In view of our castration rate data, in particular that castration is achieved more quickly with tE2 compared with LHRHa, and the extensive toxicity data, there is arguably already sufficient information to support use of tE2 for short-term use (<6 months)–eg, alongside radiotherapy in men with localised intermediate risk prostate cancer. Equally, for patients who are greatly affected by the side-effects of LHRHa (or for whom the cost of standard therapy is prohibitive), these data provide the basis for a more detailed and personalised discussion around the different approaches to androgen deprivation.

Supplementary Material

Sup Index

Research in context.

Evidence before this study

We did a systematic review before starting this study on the use of parenteral oestrogen for treatment of prostate cancer (Norman et al, 2008).
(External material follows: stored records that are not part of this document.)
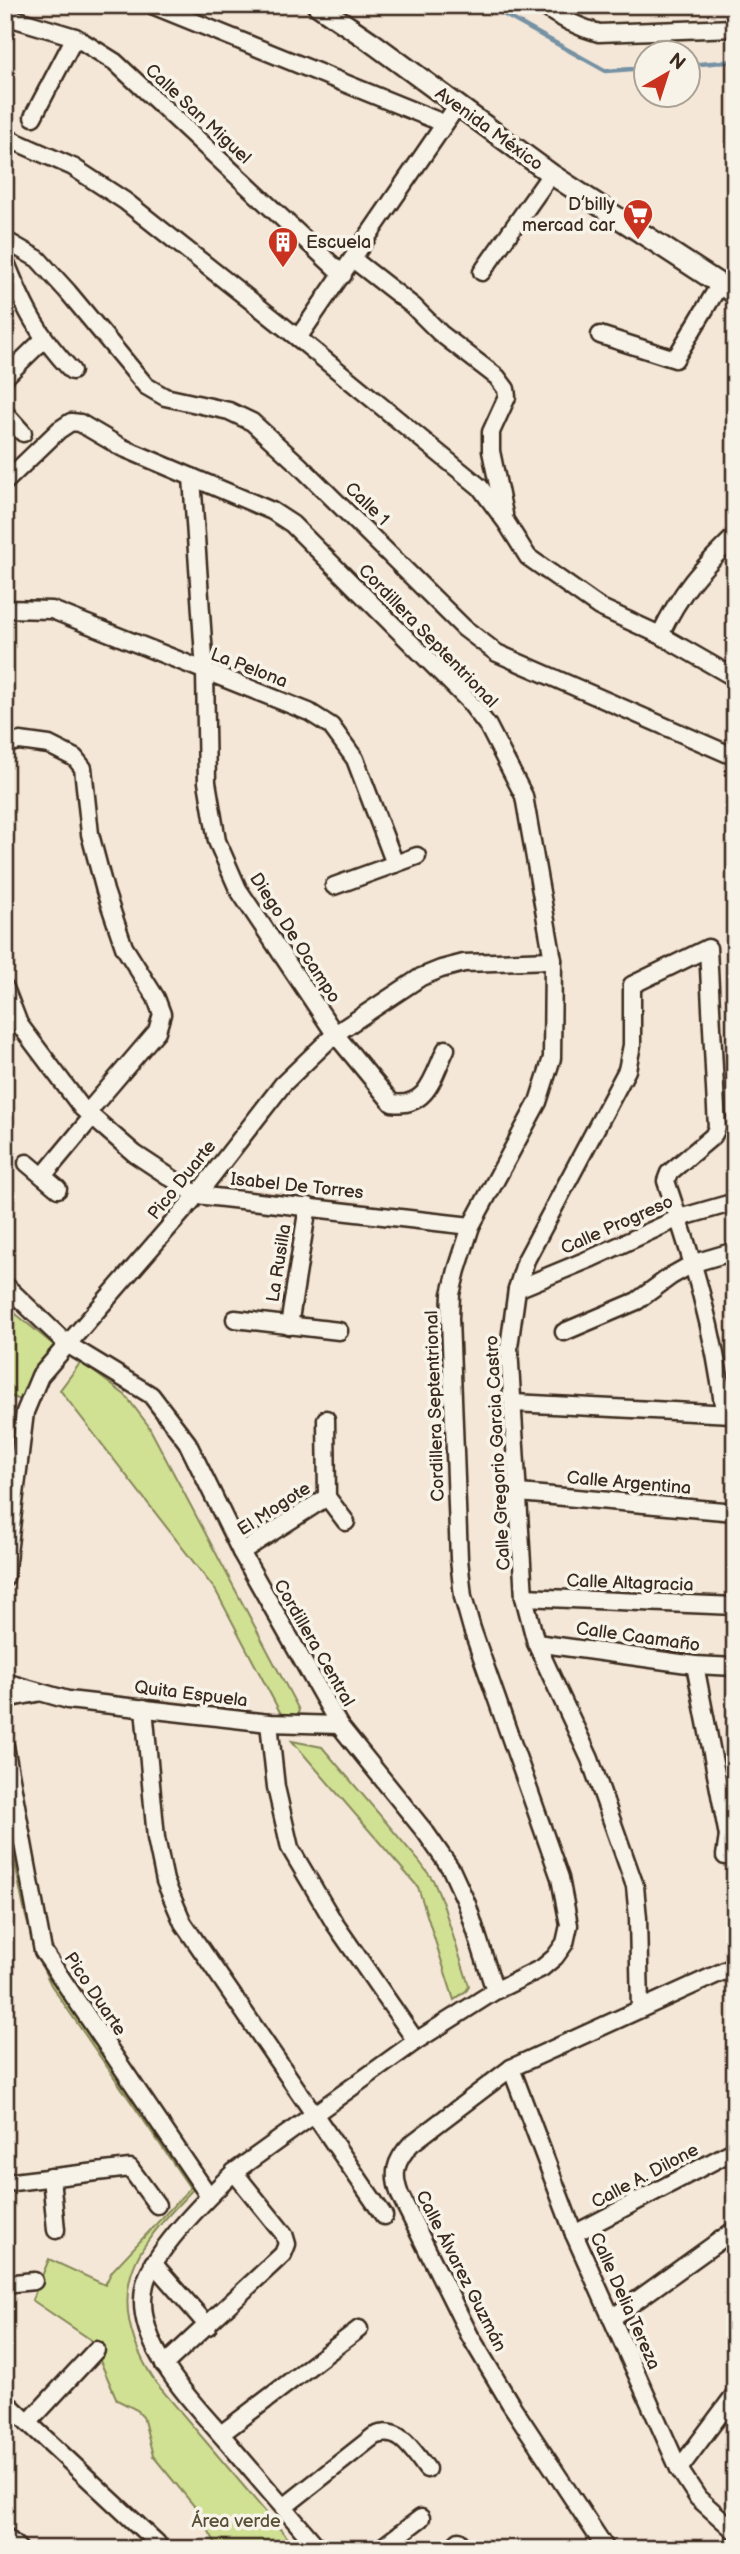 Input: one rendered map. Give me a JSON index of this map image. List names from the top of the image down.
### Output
{
  "streets": {
    "street": [
      "Calle San Miguel",
      "Avenida México",
      "Calle 1",
      "Cordillera Septentrional",
      "La Pelona",
      "Diego De Ocampo",
      "Pico Duarte",
      "Isabel De Torres",
      "Calle Progreso",
      "La Rusilla",
      "Calle Gregorio Garcia Castro",
      "Calle Argentina",
      "El Mogote",
      "Calle Altagracia",
      "Calle Caamaño",
      "Cordillera Central",
      "Quita Espuela",
      "Calle A. Dilone",
      "Calle Álvarez Guzmán",
      "Calle Delia Tereza"
    ]
  },
  "crossings": [
    ["Cordillera Septentrional", "Diego De Ocampo"],
    ["Cordillera Septentrional", "Pico Duarte"],
    ["Cordillera Septentrional", "Isabel De Torres"],
    ["Cordillera Septentrional", "Cordillera Central"],
    ["La Pelona", "Diego De Ocampo"],
    ["Diego De Ocampo", "Pico Duarte"],
    ["Pico Duarte", "Isabel De Torres"],
    ["Pico Duarte", "Cordillera Central"],
    ["Isabel De Torres", "La Rusilla"],
    ["Calle Progreso", "Calle Gregorio Garcia Castro"],
    ["Calle Gregorio Garcia Castro", "Calle Argentina"],
    ["Calle Gregorio Garcia Castro", "Calle Altagracia"],
    ["Calle Gregorio Garcia Castro", "Calle Caamaño"],
    ["Calle Gregorio Garcia Castro", "Calle Álvarez Guzmán"],
    ["El Mogote", "Cordillera Central"],
    ["Cordillera Central", "Quita Espuela"],
    ["Calle A. Dilone", "Calle Delia Tereza"],
    ["Calle Álvarez Guzmán", "Calle Delia Tereza"]
  ],
  "parks": ["Área verde"],
  "places": {
    "supermarket": ["D’billy mercad car"],
    "building": ["Escuela"]
  },
  "north": "top right"
}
Oestrogen is not routinely used to produce androgen suppression in men with prostate cancer because previous studies using oral oestrogen (diethylstilbestrol) have reported increased rates of cardiovascular embolic events. Administering oestradiol parenterally (eg, through a transdermal patch [tE2]) avoids first-pass hepatic metabolism and should avoid cardiovascular toxicity.

Added value of this study

The Prostate Adenocarcinoma Transcutaneous Hormone (PATCH) trial programme is a seamless phase 2/3 randomised trial comparing the safety and efficacy of luteinising hormone releasing hormone agonists (LHRHa) with tE2 patches in men with prostate cancer. Long-term data from the PATCH trial programme (median follow-up 3·9 [IQR 2·4–7·0] years) showed no evidence of a difference in cardiovascular mortality or morbidity between men receiving tE2 patches compared with LHRHa for the management of locally advanced and metastatic prostate cancer.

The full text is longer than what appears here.